We also tested whether gene codon bias could affect the conservation level at structurally sensitive sites. Effective number of codons (ENC) is usually used to measure gene codon usage bias [36]. Here, we used an improved version of ENC, ENC’, which takes background nucleotide composition into account [37, 38]. Lower ENC’ values indicate stronger codon bias. By comparing the bottom 50% of genes with the lowest ENC’ to the top 50% of genes with the highest ENC’, we found that, in all the species with the exception of fly, the P-values for the genes with stronger codon bias tended to be more significant than those for the genes with the lowest codon bias (Figure 1C).

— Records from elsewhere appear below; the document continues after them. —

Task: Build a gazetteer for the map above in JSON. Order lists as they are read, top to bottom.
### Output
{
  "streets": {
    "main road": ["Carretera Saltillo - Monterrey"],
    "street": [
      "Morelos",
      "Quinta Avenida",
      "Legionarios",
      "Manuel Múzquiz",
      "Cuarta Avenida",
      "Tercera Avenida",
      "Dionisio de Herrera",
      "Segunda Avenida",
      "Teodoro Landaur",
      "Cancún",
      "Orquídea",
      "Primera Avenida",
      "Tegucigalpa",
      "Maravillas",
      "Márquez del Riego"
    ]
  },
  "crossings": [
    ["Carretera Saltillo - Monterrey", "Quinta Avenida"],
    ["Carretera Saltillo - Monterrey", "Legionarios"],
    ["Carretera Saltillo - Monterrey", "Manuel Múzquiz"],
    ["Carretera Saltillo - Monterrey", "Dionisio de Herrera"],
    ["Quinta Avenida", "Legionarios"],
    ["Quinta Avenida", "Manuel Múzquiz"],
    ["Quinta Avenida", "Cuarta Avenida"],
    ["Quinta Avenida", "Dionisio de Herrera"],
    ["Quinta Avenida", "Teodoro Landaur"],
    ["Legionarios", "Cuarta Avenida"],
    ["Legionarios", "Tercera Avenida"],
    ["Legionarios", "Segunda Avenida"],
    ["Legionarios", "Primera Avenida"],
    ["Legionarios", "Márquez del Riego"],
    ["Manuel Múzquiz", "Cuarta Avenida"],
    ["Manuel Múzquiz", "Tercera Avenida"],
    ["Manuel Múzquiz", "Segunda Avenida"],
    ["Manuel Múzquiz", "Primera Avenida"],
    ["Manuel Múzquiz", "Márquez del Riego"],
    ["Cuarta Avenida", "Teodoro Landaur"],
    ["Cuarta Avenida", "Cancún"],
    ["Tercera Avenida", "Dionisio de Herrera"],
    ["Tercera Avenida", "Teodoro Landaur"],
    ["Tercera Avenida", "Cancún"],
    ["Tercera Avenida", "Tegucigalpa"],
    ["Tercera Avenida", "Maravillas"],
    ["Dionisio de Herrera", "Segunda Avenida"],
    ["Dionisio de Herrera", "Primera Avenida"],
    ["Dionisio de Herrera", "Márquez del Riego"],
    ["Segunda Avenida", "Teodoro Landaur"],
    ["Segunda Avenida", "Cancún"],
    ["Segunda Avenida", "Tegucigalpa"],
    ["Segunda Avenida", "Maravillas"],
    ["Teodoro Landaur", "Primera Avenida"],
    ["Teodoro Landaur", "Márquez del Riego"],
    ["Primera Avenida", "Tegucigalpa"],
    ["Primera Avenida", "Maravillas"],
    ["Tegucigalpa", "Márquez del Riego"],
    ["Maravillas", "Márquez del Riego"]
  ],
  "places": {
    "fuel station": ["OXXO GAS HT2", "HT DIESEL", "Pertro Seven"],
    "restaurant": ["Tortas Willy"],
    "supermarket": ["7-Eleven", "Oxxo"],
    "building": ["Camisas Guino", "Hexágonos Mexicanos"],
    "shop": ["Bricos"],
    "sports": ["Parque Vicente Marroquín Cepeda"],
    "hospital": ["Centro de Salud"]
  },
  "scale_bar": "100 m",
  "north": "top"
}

In addition, we repeated the above analyses using phyloP score as the measure of nucleotide conservation level (Additional file 4: Figure S3). We considered sites with phyloP score > 0 as conserved. Side-by-side comparison between Figure 1 and Additional file 4: Figure S3 indicated that the results generated based on phyloP score mirrored what we found when using weighed entropy as the measure of conservation level.

Stronger association between conservation level and structural sensitivity at translation initiation region

A general feature of depletion of strong secondary structures has been found in mRNA translation initiation region in viruses [39], prokaryotes [40], and eukaryotes [7, 41]. To further elucidate regional constraints along mRNA sequence, we checked the relationship between nucleotide conservation level and structural sensitivity at the 5′ end of the coding region in each species. Mantel-Haenszel procedure was conducted along the mRNA sequence using a sliding window of 36 nucleotides in length, moving from the start codon to the 109th downstream nucleotide in step of 12 nucleotides (for a total 10 windows). Figure 2 shows the odds ratio and corresponding P-value of each window. In all species except yeast, we observed an increased odds ratio and significance level for the windows close to the translation start site (except the first window), comparing with the downstream windows (from the seventh window to the tenth window).

Figure 2
figure 2

The odds ratio and significance level of the 5′ sliding windows. We conducted Mantel-Haenszel test along the mRNA sequence using a sliding window of 36 nucleotides (nt) in length, moving from the start codon to the 109th downstream nucleotide in steps of 12 nt (for a total of 10 windows). The dashed lines in the lower panels denote the significance level of α = 0.05.

To investigate whether window size affected our results, we redid our analysis for the four species using sliding windows of 45 nucleotides. Results for the alternate window size were compatible to those obtained with a window size of 36 nucleotides (Additional file 5: Figure S4).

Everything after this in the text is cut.